# Wreaths



## AshleyB (Aug 6, 2005)

I put up some pictures of Christmas wreaths that I made on my blog. I got the supplies 50% off! Here's the link.

http://femininepursuits.blogspot.com/2008/01/frugal-wreaths.html


----------



## Wisconsin Ann (Feb 27, 2007)

How LOVELY! those big luscious looking red roses are fantastic. I like the placement of things on your wreaths...it's so easy to go overboard and just cram things on. IMO, small items work well when overloading a wreath, but those lovely big flowers/leaves need space.

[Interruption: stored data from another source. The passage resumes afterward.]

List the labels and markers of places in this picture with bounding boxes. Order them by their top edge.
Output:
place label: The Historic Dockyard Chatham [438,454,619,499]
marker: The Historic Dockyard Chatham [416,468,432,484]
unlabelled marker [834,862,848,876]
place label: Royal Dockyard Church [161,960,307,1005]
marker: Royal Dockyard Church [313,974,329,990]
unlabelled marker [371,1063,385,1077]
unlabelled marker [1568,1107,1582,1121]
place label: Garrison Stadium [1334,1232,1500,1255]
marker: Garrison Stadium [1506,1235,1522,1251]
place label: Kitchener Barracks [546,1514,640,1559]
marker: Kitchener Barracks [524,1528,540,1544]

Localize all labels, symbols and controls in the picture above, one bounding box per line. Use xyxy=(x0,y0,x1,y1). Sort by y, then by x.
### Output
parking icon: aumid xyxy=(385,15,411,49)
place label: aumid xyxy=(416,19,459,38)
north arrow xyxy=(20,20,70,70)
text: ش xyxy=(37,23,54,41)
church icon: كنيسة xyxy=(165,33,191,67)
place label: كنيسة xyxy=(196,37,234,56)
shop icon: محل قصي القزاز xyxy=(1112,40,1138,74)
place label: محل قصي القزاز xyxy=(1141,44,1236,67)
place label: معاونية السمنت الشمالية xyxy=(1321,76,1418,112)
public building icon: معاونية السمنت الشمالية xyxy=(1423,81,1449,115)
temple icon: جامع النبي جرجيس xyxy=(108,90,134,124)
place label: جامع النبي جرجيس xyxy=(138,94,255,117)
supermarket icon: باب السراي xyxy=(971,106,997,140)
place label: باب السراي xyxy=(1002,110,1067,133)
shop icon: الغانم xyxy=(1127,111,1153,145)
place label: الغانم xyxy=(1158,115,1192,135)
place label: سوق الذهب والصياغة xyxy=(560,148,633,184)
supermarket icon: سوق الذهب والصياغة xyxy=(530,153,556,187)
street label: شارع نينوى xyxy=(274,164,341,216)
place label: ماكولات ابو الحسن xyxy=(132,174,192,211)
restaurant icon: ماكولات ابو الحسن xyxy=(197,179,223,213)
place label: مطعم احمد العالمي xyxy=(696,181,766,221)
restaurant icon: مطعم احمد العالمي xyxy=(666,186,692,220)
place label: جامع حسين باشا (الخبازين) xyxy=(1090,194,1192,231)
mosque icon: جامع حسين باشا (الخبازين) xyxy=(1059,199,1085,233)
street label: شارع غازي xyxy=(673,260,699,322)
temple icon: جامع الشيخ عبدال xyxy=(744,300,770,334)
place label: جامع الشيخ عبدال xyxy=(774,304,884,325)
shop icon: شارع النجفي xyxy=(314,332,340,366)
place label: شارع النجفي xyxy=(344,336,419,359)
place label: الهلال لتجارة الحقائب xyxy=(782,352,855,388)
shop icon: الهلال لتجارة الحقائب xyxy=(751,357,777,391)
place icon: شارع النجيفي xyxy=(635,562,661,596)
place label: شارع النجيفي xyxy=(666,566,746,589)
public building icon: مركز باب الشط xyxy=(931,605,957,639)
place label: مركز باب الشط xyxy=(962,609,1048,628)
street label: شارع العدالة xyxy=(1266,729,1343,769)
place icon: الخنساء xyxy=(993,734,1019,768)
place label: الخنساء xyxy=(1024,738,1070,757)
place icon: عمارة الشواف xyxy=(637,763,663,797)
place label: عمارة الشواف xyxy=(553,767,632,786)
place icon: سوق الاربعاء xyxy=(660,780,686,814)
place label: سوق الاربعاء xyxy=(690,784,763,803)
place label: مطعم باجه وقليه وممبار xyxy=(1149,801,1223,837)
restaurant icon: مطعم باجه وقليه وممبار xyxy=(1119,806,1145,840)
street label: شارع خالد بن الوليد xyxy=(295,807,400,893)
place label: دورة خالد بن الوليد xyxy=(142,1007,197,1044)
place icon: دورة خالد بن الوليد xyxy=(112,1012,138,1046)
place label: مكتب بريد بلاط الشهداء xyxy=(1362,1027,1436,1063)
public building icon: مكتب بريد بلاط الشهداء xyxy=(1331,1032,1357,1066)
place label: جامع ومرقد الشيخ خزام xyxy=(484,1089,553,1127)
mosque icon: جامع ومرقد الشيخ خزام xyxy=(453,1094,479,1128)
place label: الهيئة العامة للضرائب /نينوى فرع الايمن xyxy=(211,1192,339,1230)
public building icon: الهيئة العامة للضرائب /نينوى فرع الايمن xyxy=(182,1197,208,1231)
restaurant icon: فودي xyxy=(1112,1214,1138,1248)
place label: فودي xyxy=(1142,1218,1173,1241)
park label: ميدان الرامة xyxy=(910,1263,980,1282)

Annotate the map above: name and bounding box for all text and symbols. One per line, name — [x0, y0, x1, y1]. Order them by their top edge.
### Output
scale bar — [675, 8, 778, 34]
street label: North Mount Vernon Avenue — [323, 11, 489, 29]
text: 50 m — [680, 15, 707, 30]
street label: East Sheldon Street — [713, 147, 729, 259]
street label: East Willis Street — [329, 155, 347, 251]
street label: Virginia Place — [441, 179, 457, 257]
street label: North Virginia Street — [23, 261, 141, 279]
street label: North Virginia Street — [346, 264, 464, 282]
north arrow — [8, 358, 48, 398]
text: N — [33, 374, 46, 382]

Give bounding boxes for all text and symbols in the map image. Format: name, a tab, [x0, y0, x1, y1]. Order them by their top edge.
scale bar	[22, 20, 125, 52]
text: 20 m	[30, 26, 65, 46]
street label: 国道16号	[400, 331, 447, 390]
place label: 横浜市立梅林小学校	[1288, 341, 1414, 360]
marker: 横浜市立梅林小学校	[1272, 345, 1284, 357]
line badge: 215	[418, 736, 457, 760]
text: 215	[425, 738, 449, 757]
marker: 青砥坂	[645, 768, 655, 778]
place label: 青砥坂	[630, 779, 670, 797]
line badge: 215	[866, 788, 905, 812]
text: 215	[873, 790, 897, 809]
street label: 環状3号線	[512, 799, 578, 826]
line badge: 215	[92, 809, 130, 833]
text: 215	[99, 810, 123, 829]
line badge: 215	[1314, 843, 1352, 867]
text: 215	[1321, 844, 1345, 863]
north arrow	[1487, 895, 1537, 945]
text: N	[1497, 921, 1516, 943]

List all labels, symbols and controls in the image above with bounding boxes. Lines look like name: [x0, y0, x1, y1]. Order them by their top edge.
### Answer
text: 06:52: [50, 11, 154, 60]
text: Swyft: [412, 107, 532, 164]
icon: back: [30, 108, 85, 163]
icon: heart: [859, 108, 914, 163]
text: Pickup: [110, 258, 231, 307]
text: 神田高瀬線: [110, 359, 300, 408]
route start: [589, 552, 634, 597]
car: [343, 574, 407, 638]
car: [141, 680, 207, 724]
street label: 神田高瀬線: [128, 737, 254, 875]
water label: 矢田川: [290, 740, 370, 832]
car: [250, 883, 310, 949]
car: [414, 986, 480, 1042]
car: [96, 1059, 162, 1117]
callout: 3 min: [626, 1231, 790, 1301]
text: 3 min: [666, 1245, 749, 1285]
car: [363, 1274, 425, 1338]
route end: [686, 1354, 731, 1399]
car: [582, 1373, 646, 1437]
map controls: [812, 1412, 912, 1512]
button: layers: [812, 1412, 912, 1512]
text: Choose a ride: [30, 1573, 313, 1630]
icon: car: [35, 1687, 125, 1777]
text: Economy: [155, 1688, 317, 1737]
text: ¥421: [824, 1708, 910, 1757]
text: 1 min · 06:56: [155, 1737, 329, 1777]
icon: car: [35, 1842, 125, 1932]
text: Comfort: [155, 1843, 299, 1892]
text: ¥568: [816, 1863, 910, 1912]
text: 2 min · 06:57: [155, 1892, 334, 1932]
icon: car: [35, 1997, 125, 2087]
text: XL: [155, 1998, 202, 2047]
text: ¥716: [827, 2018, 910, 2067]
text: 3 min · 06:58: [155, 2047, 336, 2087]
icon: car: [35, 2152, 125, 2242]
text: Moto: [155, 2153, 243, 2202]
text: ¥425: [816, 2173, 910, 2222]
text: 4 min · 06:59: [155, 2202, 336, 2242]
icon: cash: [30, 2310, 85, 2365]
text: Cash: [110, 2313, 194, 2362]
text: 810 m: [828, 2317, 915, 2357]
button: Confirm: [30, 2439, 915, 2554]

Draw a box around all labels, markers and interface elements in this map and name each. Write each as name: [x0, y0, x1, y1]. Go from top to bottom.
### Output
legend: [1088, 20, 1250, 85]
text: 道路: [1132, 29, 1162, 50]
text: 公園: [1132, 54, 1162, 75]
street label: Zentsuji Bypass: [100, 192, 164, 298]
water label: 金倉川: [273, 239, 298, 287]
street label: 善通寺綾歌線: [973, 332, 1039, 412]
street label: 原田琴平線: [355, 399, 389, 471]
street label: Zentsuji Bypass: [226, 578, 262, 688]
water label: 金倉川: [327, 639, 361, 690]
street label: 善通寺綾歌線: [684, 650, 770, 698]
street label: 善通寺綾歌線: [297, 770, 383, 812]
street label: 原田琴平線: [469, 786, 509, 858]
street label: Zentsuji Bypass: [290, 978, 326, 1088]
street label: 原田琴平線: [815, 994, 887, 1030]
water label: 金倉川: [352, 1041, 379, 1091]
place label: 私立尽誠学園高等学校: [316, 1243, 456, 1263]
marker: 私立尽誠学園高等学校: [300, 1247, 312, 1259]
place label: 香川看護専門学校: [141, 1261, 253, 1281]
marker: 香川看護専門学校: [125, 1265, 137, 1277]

I think my favorite might be the one with a single pointsettia flanked by roses. on the other hand, I really like the one on the bottom...and the one at the top, with the two white pointsettias and red roses....oh crud. I like 'em all. good job 

now i'm all excited about next Christmas again....


----------



## sapphira (Mar 24, 2003)

I like your style. Have you ever made a swag for spring or year round? Can I draw the wreath so I can try to imitate it next year? No design capability here. Sapphira


----------



## AshleyB (Aug 6, 2005)

Sapphira, I have made swags, I love them! I'm planning on going to Ben Franklin around Easter to get some spring and summer silks for wreaths. Hopefully I can get them for around 50% off too.

Feel free to use the pictures to help you with yours, that's why I put them up!


----------